Massachusetts’ Gloucester Harbor is known as America’s oldest seaport, supporting fishermen, whalers, traders and even smugglers since 1616. The area is also known for its dangerous currents, ledges, and storms which claimed 779 vessels and 5,305 lives between 1830 and 1910.

But another danger also lurked in the waters nearby – the Gloucester Sea Serpent. The first recorded sighting of the monster was in 1848 by John Josselyn Gent. Gent raised his gun to shoot the monster, but was stopped by an Indian who said killing the serpent would bring bad luck. In 1817,  Amos Story, future keeper of Gloucester’s Ten Pound Island Light, reported seeing the beast. He said, “I saw a strange marine animal that I believe to be a serpent… His head appeared shaped much like that of the sea turtle and he carried his head from ten to twelve inches above the surface of the water.” Story ‘s wife also reported seeing the serpent lounging on the rocks, thinks at first it was a log until it slithered into the water. Sixteen other sightings reported the monster who was nicknamed “His Snakeship.” Although the town offered a $5000 reward, the beast was never caught.

Sightings of His Snakeship continued along the coast of Massachusetts during the 1800s. Often seen near lighthouses like the Eastern Point Lighthouse, the creatures were thought to be attracted to the towers or its lights.

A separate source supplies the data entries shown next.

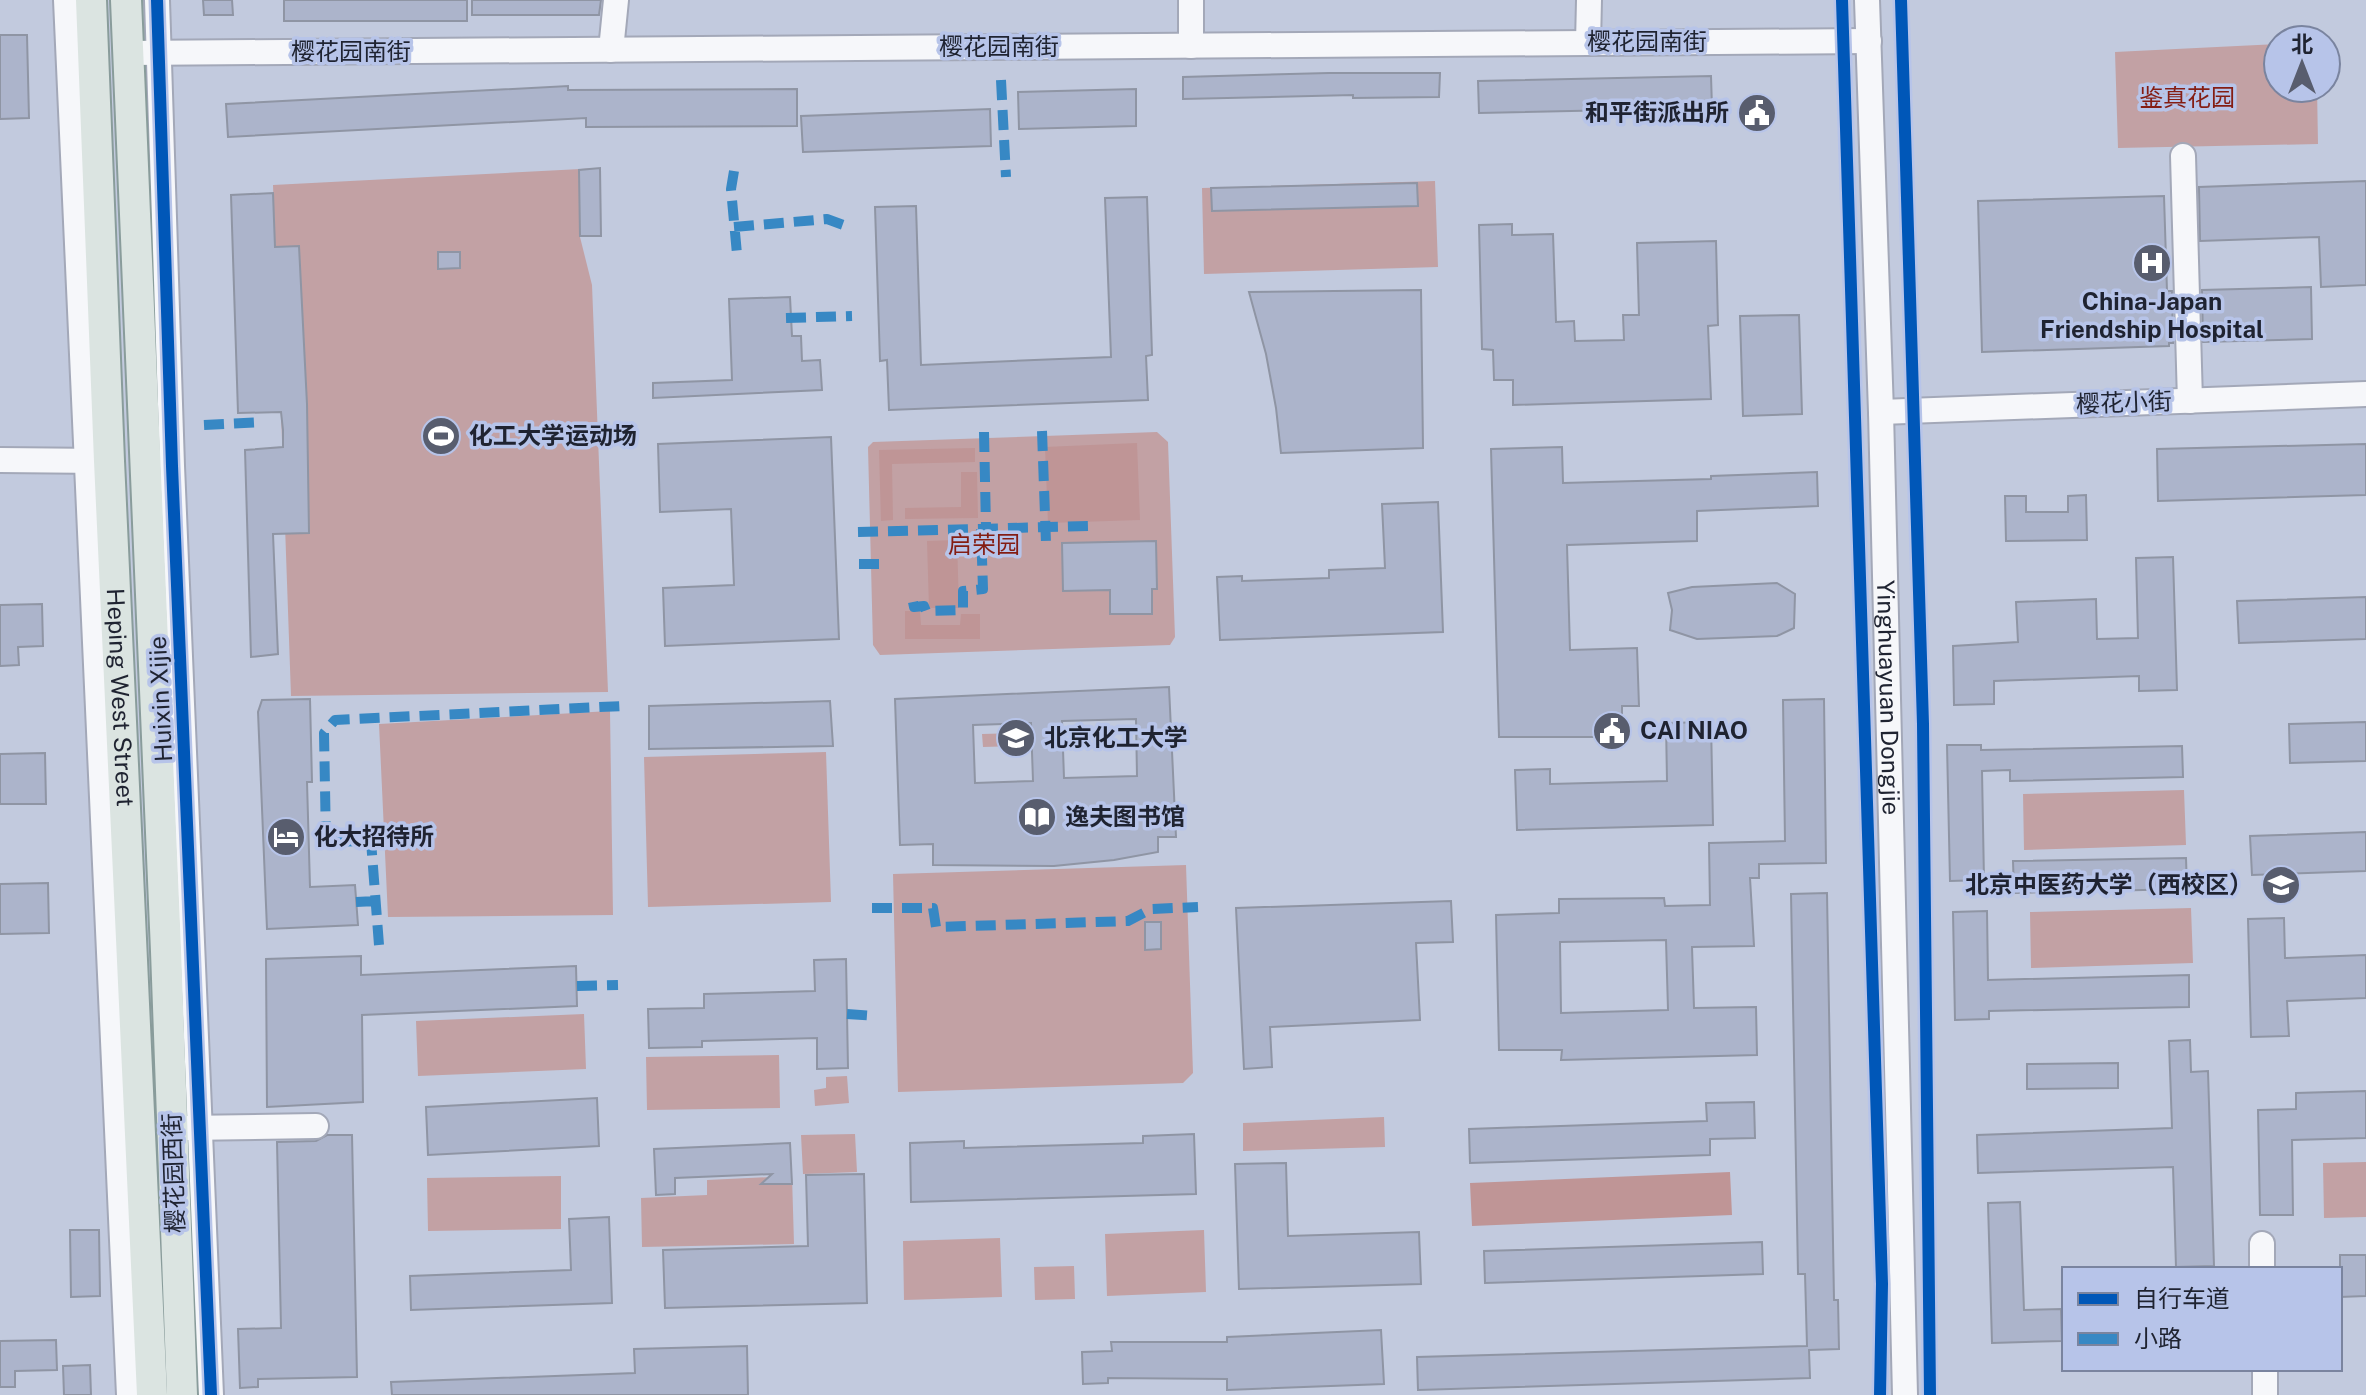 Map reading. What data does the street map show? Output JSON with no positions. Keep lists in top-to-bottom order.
{
  "streets": {
    "main road": ["Heping West Street", "樱花园西街"],
    "street": [
      "樱花园南街",
      "樱花小街",
      "Yinghuayuan Dongjie",
      "Huixin Xijie"
    ]
  },
  "crossings": [
    ["樱花园南街", "Yinghuayuan Dongjie"],
    ["樱花园南街", "Huixin Xijie"],
    ["樱花园南街", "樱花园西街"],
    ["樱花小街", "Yinghuayuan Dongjie"],
    ["Huixin Xijie", "樱花园西街"]
  ],
  "parks": ["鉴真花园", "启荣园"],
  "places": {
    "public building": ["和平街派出所", "CAI NIAO"],
    "hospital": ["China-Japan Friendship Hospital"],
    "sports": ["化工大学运动场"],
    "school or university": ["北京化工大学", "北京中医药大学（西校区）"],
    "library": ["逸夫图书馆"],
    "hotel": ["化大招待所"]
  },
  "legend": ["自行车道", "小路"],
  "north": "top"
} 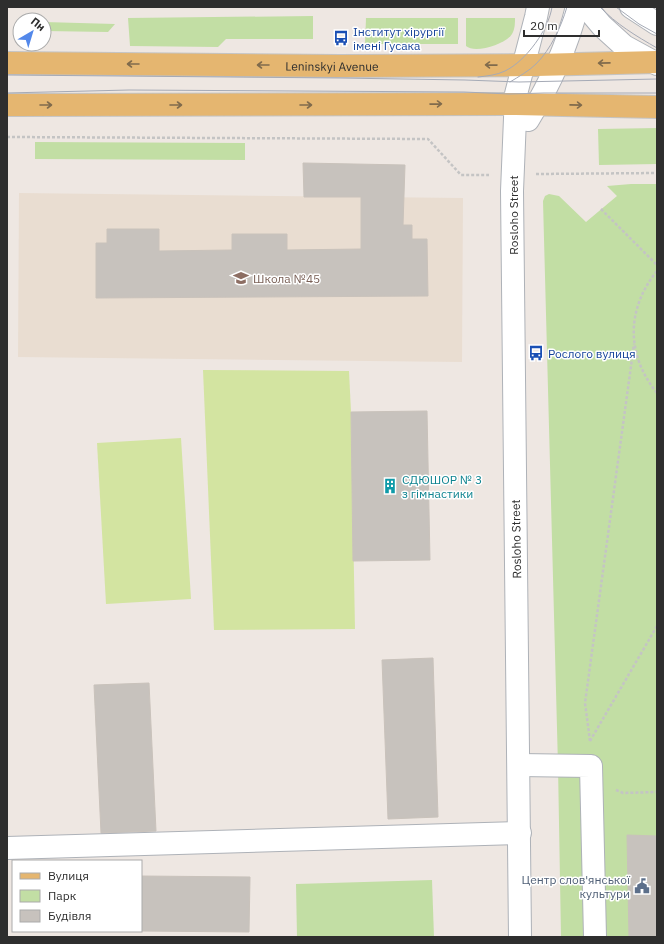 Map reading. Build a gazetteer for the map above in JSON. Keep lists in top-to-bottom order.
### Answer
{
  "streets": {
    "main road": ["Leninskyi Avenue"],
    "street": ["Rosloho Street"]
  },
  "crossings": [
    ["Leninskyi Avenue", "Rosloho Street"]
  ],
  "places": {
    "bus stop": ["Інститут хірургії імені Гусака", "Рослого вулиця"],
    "school or university": ["Школа №45"],
    "building": ["СДЮШОР № 3 з гімнастики"],
    "public building": ["Центр слов'янської культури"]
  },
  "legend": ["Вулиця", "Парк", "Будівля"],
  "scale_bar": "20 m",
  "north": "top right"
}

Theobold Rooney, keeper at St. Andrews Lighthouse at Sand Reef off New Brunswick, Canada, reported a sea monster passing his lighthouse in 1906. Rooney claimed the beast was twenty to thirty feet long and had a snakelike head.

Pentland Skerries, photo by Ian Cowe

Pentland Skerries, photo by Ian Cowe

At Scotland’s Pentland Skerries Light, lightkeeper John Brown reported a huge sea creature near his lighthouse. “A great object rose up out of the water; anything up to twenty to thirty feet … it was round-shaped and appeared to have a head.”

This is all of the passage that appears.